Abstract

Late laparoscopic cholecystectomy (LC) after endoscopic retrograde cholangiopancreatography (ERCP) and sphincterotomy (ES) for common bile duct (CBD) stone clearance, two-stage LC (TSLC), is associated with difficult surgical dissection and an increased rate of conversion to open procedure. The purpose of the study was to evaluate whether the interval between ERCP/ES and LC is associated with major bile duct injury (BDI) and determine an optimal period for TSLC. This was a retrospective cohort study of adult patients who underwent LC. The exclusion criteria were absence of CBD stones on imaging or ERCP, surgical treatment of choledocholithiasis, post-operative endoscopic CBD stone clearance and open cholecystectomy. The eligibility criteria were met by 183 patients. There were six major BDIs (3%). Comparisons of the early and late TSLC showed statistically significant difference in major BDI at 16-week cut-offs.

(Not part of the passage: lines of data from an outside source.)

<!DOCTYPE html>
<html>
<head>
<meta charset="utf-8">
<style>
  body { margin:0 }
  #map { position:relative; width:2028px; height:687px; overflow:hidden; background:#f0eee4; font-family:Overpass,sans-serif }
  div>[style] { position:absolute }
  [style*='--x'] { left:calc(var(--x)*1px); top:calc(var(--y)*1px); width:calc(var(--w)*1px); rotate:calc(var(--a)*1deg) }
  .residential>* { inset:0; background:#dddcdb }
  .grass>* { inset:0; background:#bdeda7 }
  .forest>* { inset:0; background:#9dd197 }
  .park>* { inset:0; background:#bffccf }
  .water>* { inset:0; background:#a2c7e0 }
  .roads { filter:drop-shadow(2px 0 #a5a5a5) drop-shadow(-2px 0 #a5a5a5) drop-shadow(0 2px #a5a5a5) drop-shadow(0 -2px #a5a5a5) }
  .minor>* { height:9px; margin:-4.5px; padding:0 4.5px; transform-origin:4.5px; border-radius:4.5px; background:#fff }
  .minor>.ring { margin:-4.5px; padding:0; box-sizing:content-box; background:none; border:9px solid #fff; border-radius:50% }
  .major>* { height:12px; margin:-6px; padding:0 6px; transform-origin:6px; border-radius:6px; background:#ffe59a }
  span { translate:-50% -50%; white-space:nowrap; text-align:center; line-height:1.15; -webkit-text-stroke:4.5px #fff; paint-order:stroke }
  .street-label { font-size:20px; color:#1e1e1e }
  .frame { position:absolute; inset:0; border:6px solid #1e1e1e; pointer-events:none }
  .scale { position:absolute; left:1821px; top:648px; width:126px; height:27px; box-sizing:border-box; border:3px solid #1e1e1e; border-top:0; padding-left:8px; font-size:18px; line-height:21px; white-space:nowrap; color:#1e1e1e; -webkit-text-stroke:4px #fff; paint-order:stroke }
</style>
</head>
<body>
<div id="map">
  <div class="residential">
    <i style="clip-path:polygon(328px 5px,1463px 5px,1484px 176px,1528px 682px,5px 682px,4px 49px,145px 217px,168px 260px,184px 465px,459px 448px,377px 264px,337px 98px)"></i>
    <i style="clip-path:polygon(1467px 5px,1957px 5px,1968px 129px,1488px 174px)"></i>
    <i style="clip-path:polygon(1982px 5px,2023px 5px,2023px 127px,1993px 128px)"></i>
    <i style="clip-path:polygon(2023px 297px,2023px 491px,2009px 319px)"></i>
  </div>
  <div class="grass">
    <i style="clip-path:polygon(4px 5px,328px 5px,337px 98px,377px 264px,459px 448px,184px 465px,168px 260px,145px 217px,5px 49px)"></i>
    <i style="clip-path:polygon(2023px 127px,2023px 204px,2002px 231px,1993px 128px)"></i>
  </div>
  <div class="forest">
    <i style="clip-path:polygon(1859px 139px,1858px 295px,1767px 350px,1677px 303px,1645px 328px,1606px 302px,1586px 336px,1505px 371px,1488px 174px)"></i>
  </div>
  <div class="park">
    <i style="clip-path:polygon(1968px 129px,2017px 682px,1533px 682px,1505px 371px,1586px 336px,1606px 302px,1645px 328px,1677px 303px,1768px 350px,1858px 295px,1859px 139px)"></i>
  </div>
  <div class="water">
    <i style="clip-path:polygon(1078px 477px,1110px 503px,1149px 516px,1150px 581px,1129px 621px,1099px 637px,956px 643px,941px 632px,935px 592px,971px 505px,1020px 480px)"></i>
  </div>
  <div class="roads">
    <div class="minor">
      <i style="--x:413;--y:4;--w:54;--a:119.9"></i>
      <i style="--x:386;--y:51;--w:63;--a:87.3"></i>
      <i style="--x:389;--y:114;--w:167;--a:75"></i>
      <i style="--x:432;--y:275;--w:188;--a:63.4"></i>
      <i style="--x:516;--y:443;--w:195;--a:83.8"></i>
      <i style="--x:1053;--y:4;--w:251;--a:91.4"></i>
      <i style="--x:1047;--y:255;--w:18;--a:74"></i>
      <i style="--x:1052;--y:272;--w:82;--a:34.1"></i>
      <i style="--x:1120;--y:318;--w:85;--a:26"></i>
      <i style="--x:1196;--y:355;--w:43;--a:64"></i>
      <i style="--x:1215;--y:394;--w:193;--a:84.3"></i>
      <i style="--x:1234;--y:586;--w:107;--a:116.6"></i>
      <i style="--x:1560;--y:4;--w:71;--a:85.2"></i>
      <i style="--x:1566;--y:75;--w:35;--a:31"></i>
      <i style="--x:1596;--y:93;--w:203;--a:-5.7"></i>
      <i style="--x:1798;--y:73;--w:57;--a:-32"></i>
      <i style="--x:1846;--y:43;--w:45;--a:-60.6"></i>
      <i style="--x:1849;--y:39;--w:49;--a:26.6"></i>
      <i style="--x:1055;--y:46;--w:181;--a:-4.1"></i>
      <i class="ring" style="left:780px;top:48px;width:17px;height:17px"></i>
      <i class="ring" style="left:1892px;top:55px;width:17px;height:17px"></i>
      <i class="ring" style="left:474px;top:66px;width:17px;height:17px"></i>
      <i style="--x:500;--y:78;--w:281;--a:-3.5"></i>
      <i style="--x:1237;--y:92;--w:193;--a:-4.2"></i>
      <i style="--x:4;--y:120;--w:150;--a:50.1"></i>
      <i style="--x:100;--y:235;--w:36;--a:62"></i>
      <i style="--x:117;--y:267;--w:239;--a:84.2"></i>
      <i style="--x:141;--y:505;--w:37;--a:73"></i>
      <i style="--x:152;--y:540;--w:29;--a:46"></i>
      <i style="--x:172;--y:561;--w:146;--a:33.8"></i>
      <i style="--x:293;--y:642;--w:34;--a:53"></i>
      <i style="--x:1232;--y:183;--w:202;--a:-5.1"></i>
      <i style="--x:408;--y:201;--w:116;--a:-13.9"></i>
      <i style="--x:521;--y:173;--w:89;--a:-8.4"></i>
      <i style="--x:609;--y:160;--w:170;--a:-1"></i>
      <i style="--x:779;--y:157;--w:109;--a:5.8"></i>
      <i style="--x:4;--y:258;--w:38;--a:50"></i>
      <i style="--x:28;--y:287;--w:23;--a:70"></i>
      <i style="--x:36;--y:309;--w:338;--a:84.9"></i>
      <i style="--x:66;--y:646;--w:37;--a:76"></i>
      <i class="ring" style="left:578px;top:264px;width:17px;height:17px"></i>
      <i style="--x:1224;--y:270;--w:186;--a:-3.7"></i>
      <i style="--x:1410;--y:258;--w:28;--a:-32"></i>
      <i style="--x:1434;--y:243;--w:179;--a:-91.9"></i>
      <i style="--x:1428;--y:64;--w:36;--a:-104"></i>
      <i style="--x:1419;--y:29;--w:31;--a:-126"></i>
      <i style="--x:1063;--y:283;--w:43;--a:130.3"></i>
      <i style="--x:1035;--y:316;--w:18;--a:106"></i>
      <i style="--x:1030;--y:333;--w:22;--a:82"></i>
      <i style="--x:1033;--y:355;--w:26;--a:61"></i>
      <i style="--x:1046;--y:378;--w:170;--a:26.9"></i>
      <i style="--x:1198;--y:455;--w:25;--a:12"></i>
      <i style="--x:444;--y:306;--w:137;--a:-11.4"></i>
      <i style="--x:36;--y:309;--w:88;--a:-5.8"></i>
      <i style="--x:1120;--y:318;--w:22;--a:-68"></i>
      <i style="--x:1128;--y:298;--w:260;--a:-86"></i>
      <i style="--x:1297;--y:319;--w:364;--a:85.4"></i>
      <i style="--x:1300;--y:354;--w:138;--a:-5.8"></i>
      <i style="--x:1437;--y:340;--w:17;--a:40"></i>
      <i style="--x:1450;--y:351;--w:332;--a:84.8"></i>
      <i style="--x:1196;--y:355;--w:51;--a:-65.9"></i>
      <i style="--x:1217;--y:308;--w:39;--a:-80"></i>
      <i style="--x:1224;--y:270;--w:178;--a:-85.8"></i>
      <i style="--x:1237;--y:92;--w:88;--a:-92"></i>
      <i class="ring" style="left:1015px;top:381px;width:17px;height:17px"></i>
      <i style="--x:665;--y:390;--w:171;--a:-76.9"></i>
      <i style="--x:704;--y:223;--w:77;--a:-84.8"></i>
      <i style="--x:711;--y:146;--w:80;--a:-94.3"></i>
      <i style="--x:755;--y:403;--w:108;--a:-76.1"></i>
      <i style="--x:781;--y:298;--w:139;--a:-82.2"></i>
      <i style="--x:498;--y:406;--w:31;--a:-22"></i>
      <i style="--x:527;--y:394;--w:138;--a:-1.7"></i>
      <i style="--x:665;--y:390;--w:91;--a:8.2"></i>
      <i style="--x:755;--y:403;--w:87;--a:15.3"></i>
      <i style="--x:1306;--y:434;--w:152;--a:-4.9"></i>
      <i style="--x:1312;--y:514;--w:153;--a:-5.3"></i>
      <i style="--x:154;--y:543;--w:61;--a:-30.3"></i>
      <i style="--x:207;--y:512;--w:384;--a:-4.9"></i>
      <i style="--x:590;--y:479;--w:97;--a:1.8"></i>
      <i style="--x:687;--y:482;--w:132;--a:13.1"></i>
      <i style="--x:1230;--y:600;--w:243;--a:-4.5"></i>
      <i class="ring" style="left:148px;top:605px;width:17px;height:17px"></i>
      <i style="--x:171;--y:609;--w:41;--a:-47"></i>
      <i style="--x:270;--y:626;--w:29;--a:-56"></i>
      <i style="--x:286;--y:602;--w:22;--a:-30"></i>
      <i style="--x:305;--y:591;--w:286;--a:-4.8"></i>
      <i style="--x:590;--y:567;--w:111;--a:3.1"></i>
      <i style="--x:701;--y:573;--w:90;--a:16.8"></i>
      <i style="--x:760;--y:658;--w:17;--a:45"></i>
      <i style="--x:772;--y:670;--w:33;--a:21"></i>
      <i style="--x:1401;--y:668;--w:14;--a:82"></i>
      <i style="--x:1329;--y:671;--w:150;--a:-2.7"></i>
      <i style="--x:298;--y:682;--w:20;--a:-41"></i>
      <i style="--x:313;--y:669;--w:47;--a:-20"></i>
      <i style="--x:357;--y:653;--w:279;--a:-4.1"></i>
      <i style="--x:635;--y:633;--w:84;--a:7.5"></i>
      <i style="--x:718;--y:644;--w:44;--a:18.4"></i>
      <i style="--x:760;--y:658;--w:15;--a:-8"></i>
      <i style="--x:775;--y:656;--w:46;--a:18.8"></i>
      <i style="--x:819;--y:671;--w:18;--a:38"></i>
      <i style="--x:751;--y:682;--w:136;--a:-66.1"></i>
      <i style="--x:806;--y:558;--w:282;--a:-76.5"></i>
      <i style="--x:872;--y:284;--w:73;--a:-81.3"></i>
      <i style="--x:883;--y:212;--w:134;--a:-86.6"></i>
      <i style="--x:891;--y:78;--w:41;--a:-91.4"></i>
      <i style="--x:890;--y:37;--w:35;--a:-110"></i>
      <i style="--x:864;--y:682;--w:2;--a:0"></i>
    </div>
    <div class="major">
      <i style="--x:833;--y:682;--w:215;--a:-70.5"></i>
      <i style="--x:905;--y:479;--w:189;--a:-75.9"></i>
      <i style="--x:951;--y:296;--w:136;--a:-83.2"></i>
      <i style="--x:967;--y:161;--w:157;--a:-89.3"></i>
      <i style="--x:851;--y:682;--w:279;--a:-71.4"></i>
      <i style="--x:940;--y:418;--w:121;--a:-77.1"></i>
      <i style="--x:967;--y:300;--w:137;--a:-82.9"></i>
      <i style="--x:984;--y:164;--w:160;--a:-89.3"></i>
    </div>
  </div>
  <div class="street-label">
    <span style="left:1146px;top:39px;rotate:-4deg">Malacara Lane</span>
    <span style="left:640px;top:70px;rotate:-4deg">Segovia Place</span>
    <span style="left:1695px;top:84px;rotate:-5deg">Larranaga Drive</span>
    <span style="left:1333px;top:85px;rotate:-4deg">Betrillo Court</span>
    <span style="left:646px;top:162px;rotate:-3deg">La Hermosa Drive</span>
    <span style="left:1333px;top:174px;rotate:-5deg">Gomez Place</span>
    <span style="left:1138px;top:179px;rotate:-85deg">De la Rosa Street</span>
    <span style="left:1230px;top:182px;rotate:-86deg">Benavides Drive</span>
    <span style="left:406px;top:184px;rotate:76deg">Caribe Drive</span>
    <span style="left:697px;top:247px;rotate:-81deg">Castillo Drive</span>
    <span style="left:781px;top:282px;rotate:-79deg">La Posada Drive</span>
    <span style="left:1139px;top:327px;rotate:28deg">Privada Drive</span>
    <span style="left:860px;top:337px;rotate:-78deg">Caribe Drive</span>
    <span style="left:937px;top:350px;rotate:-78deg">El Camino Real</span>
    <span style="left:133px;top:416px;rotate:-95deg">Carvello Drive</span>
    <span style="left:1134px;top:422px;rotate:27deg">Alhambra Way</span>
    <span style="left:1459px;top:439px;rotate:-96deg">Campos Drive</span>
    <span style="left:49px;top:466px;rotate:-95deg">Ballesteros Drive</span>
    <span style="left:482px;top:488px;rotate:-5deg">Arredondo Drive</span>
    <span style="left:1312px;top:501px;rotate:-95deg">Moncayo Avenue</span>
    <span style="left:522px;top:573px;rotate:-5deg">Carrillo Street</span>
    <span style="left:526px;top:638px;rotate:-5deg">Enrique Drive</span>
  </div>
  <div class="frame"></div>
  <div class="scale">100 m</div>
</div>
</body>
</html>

Binomial regression analysis demonstrated that late (≥16 weeks) TSLC was associated with 10-fold increase in major BDI (95% confidence interval: 1.1-95.7, P = 0.043). Survival analysis comparing early (<16 weeks) with late (≥16 weeks) TSLC demonstrated that both groups had similar survival time (log-rank test: 0.317). General surgeons should be aware of the increasing risk of major BDI with delaying TSLC and perform interval LC before week 16.